[Data extracted from a collection]
==========
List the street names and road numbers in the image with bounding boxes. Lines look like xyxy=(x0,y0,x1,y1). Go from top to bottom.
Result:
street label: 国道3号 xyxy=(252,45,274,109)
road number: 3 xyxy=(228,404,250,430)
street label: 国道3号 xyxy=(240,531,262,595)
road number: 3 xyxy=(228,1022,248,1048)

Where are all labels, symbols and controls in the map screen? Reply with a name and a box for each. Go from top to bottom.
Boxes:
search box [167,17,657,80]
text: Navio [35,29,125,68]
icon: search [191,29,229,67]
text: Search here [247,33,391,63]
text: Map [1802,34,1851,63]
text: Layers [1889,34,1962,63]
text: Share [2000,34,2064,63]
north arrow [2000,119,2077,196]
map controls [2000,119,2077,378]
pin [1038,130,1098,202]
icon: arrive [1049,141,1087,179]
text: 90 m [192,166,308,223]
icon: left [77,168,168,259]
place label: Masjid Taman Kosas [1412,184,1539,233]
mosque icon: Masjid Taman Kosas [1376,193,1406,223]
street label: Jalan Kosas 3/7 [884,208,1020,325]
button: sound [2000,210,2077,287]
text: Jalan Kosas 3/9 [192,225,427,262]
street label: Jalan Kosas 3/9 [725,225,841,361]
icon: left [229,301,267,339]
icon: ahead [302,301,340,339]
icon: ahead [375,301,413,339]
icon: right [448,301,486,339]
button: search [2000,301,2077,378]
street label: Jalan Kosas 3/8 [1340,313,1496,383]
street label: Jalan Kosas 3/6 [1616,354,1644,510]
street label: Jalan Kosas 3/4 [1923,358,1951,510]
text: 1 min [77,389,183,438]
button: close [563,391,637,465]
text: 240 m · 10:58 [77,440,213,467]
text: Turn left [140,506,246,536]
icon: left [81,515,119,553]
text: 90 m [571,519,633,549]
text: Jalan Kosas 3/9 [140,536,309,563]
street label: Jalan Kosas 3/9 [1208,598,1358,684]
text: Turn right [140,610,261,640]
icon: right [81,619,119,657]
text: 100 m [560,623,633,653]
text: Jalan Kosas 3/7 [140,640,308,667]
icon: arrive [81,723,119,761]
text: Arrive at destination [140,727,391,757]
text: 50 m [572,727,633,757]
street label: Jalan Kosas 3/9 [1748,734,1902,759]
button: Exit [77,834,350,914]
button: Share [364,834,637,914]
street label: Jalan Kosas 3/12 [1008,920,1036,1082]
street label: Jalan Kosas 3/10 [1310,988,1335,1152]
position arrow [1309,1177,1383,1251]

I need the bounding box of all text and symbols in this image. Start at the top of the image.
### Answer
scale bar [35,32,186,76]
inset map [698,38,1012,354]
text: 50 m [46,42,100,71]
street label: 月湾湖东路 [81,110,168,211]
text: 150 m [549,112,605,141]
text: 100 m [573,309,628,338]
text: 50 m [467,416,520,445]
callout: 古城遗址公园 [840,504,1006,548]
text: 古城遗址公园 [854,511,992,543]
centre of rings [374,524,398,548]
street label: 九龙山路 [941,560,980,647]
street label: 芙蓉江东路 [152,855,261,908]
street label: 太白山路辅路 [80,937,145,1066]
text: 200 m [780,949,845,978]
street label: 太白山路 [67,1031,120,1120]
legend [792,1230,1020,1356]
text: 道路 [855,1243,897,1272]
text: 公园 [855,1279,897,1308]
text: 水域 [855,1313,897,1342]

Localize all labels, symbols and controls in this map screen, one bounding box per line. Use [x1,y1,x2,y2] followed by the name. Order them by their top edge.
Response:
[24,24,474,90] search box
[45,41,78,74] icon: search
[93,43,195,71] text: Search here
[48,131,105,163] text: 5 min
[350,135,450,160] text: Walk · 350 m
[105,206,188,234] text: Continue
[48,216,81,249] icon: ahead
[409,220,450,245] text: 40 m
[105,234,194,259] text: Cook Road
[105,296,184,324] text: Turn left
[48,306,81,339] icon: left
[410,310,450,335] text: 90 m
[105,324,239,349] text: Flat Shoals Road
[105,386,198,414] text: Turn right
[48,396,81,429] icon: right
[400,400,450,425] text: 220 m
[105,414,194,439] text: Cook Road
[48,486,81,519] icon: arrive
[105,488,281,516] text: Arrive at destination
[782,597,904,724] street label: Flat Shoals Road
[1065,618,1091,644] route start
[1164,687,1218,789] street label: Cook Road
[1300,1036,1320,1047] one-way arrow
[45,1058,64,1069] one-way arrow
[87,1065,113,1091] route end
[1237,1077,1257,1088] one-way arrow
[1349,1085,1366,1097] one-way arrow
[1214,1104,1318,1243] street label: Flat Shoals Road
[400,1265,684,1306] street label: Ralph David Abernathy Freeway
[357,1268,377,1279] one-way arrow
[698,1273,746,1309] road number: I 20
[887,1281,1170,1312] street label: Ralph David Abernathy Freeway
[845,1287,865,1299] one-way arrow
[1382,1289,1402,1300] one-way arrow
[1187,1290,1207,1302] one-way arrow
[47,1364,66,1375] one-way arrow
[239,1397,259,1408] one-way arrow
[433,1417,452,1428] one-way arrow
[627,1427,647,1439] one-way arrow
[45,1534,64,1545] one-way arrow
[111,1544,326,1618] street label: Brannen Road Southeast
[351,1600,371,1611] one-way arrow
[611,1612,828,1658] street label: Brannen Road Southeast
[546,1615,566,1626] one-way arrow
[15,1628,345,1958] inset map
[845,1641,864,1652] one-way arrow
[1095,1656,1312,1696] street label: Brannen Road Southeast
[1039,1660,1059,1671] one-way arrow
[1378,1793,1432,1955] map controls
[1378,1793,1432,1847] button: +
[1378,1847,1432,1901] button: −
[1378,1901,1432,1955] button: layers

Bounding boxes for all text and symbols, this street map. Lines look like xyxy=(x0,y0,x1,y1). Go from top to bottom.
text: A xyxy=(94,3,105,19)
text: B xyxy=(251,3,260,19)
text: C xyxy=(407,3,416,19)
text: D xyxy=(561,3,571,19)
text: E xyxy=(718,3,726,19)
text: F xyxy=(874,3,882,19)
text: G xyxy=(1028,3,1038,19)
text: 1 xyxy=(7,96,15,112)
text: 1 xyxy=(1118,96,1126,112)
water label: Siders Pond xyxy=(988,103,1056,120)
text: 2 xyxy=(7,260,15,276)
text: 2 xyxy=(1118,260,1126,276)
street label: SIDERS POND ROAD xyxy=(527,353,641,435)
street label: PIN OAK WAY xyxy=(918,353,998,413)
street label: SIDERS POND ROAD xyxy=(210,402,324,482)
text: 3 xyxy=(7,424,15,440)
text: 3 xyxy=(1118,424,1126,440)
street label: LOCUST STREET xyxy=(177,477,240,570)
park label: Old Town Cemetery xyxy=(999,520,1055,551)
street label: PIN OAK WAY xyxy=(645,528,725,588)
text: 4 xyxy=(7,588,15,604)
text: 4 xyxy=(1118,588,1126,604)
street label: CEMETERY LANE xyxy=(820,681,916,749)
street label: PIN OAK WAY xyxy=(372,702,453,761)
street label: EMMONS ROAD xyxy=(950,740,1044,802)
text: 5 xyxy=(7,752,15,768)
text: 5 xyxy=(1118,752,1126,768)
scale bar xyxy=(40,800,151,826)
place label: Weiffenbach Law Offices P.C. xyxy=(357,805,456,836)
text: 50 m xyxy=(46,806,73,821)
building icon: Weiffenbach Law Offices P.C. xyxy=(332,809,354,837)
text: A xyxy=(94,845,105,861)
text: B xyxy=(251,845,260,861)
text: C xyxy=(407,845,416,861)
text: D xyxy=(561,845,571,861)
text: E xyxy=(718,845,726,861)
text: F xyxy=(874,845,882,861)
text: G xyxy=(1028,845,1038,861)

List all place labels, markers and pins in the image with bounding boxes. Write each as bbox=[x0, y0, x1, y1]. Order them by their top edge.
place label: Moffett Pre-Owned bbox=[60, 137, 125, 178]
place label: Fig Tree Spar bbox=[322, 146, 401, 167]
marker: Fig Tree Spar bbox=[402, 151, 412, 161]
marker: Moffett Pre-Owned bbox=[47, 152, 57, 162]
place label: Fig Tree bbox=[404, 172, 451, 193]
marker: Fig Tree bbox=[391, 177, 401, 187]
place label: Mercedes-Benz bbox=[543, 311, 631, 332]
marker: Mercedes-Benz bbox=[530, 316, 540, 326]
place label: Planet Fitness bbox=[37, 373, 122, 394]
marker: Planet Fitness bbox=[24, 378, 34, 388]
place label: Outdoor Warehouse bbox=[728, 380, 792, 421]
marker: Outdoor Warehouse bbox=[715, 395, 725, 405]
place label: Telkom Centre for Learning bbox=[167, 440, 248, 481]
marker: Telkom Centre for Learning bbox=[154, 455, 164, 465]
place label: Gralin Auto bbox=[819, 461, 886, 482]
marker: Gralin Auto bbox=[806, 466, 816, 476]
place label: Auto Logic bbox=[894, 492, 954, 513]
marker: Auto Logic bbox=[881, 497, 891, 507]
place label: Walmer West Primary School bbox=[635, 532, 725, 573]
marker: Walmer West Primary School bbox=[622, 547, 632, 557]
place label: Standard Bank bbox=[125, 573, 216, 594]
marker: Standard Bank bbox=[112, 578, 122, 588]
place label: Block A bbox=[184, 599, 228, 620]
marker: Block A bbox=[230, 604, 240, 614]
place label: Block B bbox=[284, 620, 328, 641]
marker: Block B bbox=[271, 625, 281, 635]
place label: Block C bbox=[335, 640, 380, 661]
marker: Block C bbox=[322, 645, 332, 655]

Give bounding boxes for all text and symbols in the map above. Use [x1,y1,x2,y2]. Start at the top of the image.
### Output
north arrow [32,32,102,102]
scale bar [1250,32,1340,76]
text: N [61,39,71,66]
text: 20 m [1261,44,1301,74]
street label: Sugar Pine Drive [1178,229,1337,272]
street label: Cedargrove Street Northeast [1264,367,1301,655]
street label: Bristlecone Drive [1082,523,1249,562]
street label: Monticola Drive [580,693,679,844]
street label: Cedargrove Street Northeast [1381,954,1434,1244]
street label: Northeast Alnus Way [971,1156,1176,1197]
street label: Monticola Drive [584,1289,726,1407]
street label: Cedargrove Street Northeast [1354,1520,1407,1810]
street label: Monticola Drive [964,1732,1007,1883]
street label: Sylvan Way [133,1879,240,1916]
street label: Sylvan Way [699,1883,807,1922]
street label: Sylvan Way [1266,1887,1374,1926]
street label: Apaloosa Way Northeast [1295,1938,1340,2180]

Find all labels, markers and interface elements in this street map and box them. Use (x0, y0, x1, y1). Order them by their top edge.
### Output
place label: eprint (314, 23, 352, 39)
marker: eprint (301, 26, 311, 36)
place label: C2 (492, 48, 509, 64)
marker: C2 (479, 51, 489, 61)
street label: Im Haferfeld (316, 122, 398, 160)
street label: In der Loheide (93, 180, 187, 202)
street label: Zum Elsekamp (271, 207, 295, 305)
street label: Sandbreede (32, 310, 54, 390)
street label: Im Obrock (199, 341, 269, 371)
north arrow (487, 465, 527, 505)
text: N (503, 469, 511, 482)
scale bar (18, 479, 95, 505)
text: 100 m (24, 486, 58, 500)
==========
#### EXERCISE:
Gather up every line in the data above that contains the word "Walmer", copying each one.

#### RESPONSE BELOW:
place label: Walmer West Primary School bbox=[635, 532, 725, 573]
marker: Walmer West Primary School bbox=[622, 547, 632, 557]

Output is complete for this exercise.